• Exercise prompt:
Exactly the lines from the one containing "Annotation task. Build" through the final line of the data are to be written out again, with nothing added.

• Stored data:
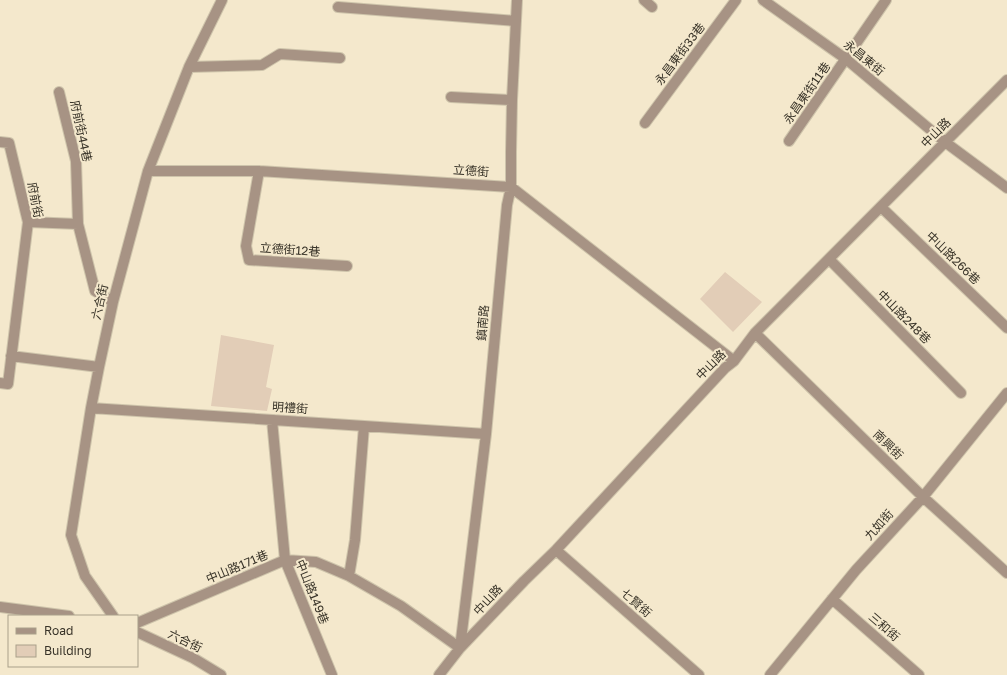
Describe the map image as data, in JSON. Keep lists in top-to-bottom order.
{
  "streets": {
    "street": [
      "永昌東街33巷",
      "永昌東街",
      "永昌東街11巷",
      "府前街44巷",
      "中山路",
      "立德街",
      "府前街",
      "立德街12巷",
      "中山路266巷",
      "六合街",
      "中山路248巷",
      "鎮南路",
      "明禮街",
      "南興街",
      "九如街",
      "中山路171巷",
      "中山路149巷",
      "七賢街",
      "三和街"
    ]
  },
  "crossings": [
    ["永昌東街", "永昌東街11巷"],
    ["永昌東街", "中山路"],
    ["府前街44巷", "六合街"],
    ["中山路", "中山路266巷"],
    ["中山路", "中山路248巷"],
    ["中山路", "鎮南路"],
    ["中山路", "南興街"],
    ["中山路", "中山路171巷"],
    ["中山路", "七賢街"],
    ["立德街", "立德街12巷"],
    ["立德街", "六合街"],
    ["立德街", "鎮南路"],
    ["六合街", "明禮街"],
    ["鎮南路", "明禮街"],
    ["鎮南路", "中山路171巷"],
    ["明禮街", "中山路149巷"],
    ["南興街", "九如街"],
    ["九如街", "三和街"],
    ["中山路171巷", "中山路149巷"]
  ],
  "legend": ["Road", "Building"]
}
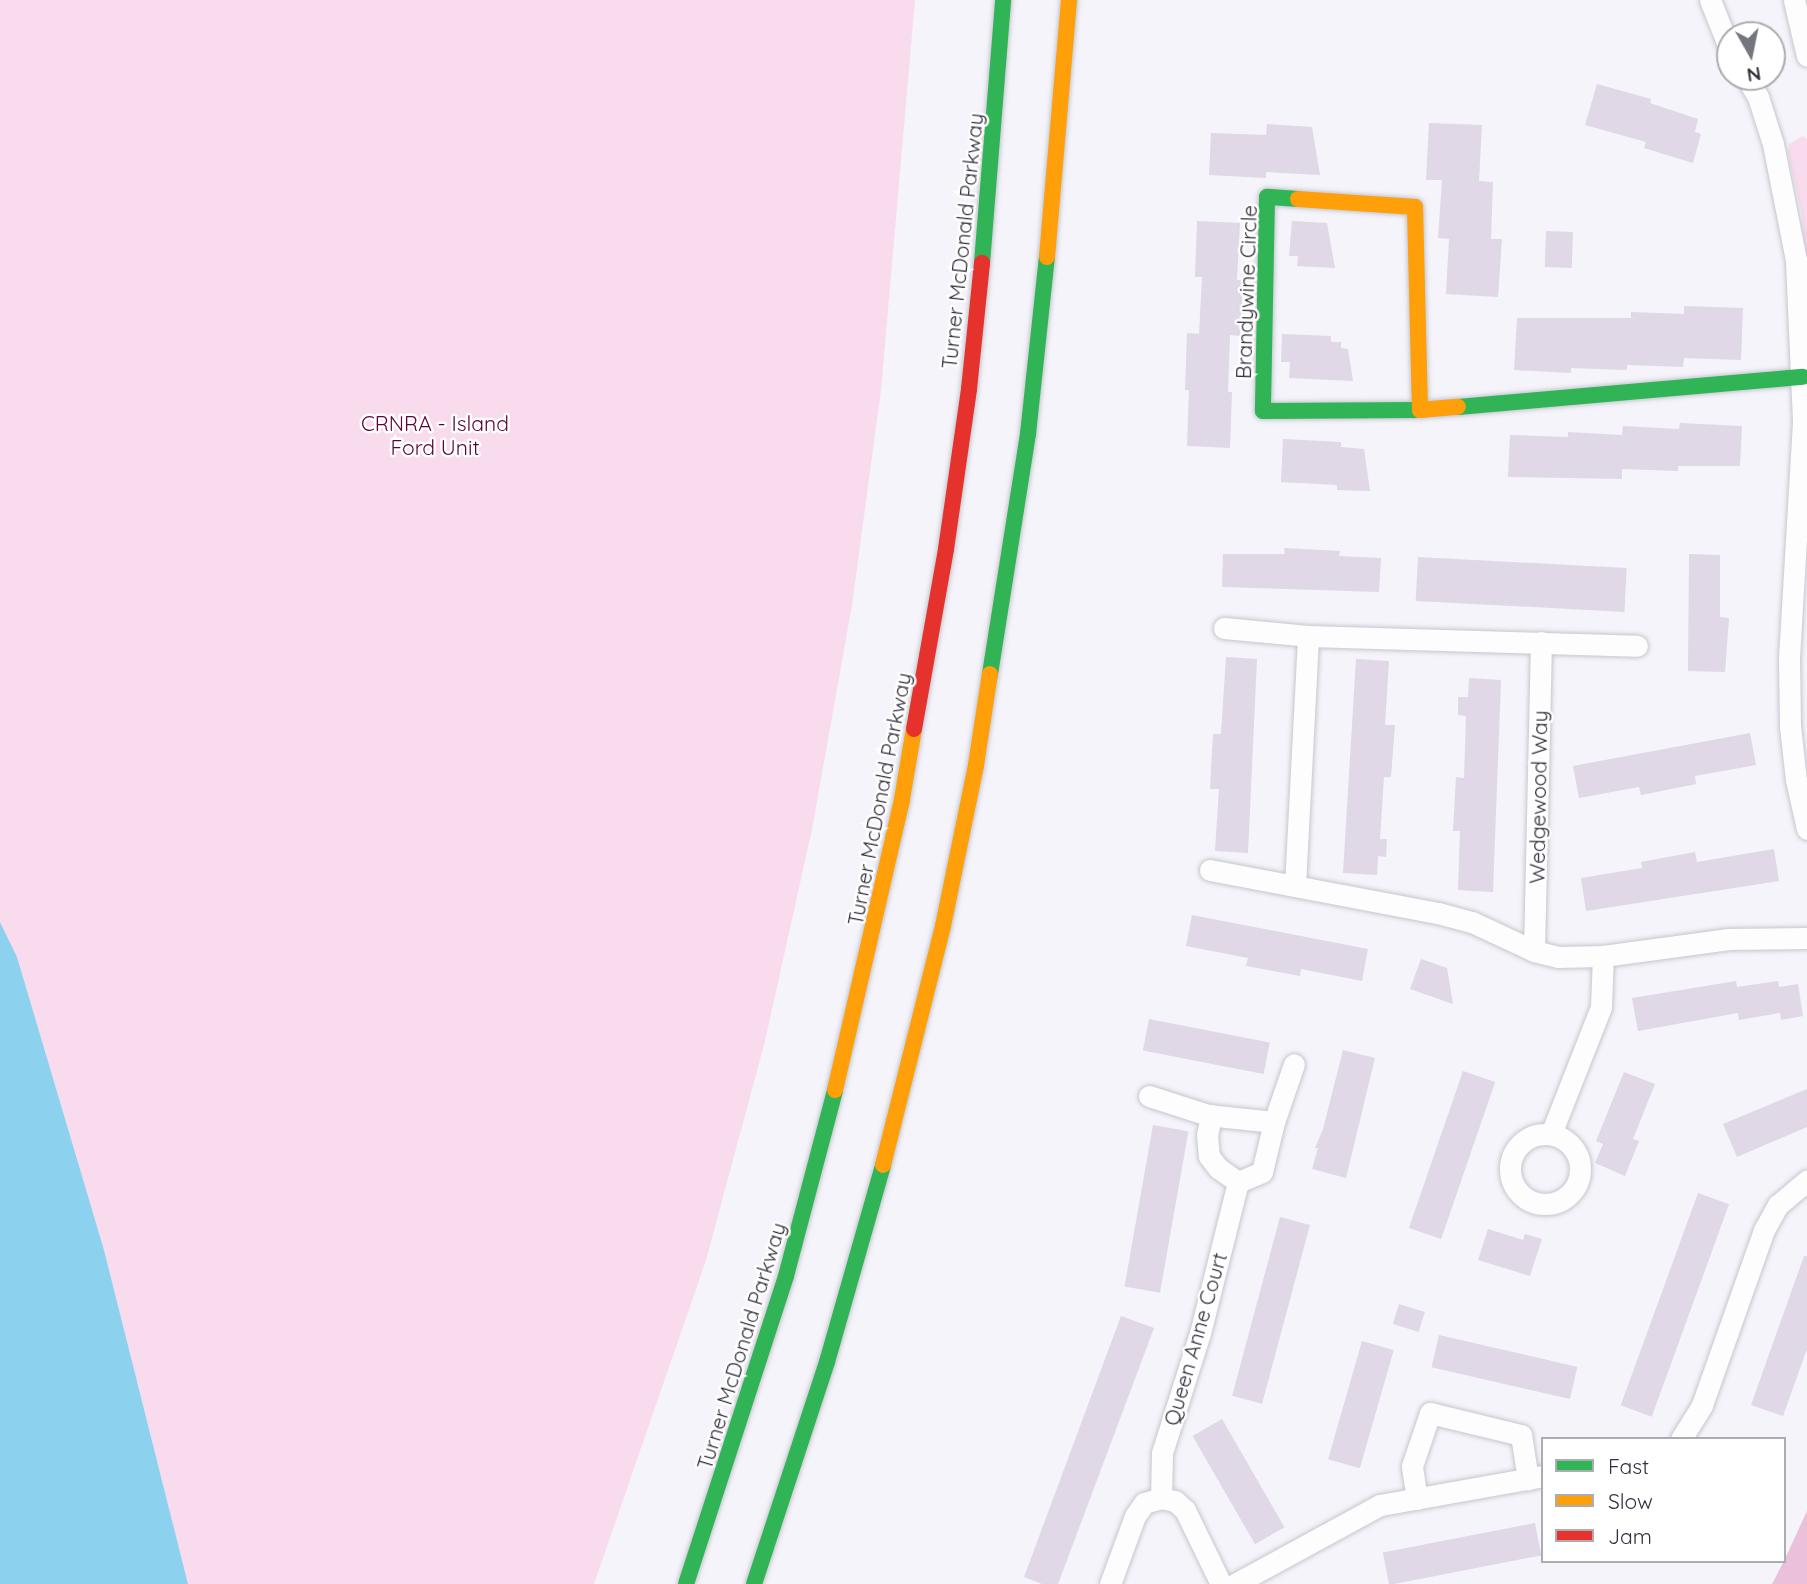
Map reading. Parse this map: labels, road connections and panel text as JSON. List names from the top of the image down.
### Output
{
  "streets": {
    "main road": ["Turner McDonald Parkway", "Brandywine Circle"],
    "street": ["Wedgewood Way", "Queen Anne Court"]
  },
  "parks": ["CRNRA - Island Ford Unit"],
  "legend": ["Fast", "Slow", "Jam"],
  "north": "bottom"
}
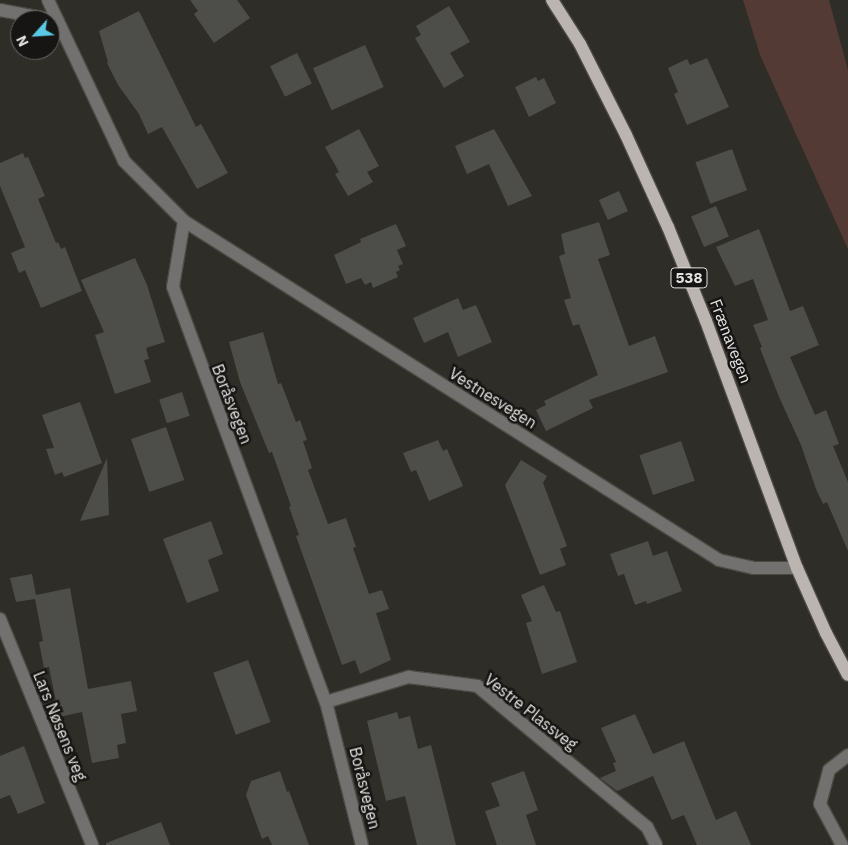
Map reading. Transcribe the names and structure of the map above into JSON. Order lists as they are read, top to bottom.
{
  "streets": {
    "main road": ["538", "Frænavegen"],
    "street": [
      "Vestnesvegen",
      "Boråsvegen",
      "Vestre Plassveg",
      "Lars Nøsens veg"
    ]
  },
  "crossings": [
    ["Frænavegen", "Vestnesvegen"],
    ["Vestnesvegen", "Boråsvegen"],
    ["Boråsvegen", "Vestre Plassveg"]
  ],
  "north": "bottom left"
}
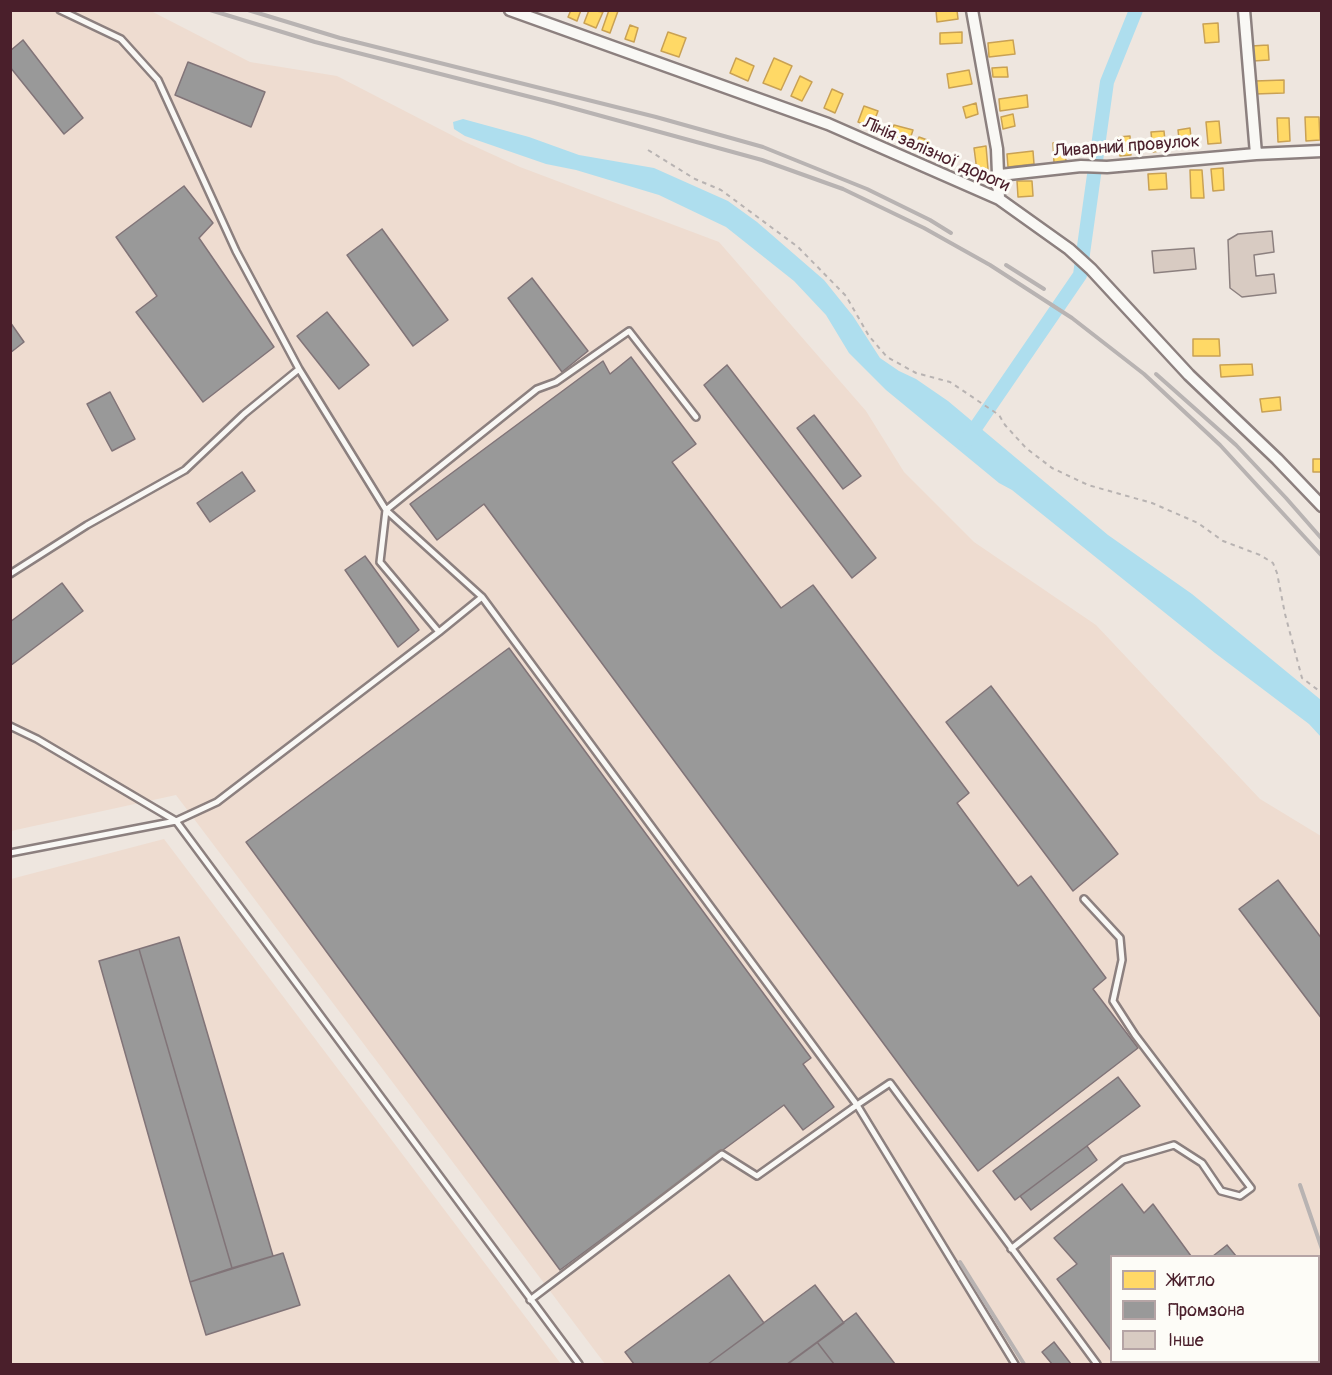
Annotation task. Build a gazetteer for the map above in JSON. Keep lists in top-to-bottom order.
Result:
{
  "streets": {
    "street": ["Ливарний провулок", "Лінія залізної дороги"]
  },
  "legend": ["Житло", "Промзона", "Інше"]
}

• The completed task:
Annotation task. Build a gazetteer for the map above in JSON. Keep lists in top-to-bottom order.
Result:
{
  "streets": {
    "street": ["Ливарний провулок", "Лінія залізної дороги"]
  },
  "legend": ["Житло", "Промзона", "Інше"]
}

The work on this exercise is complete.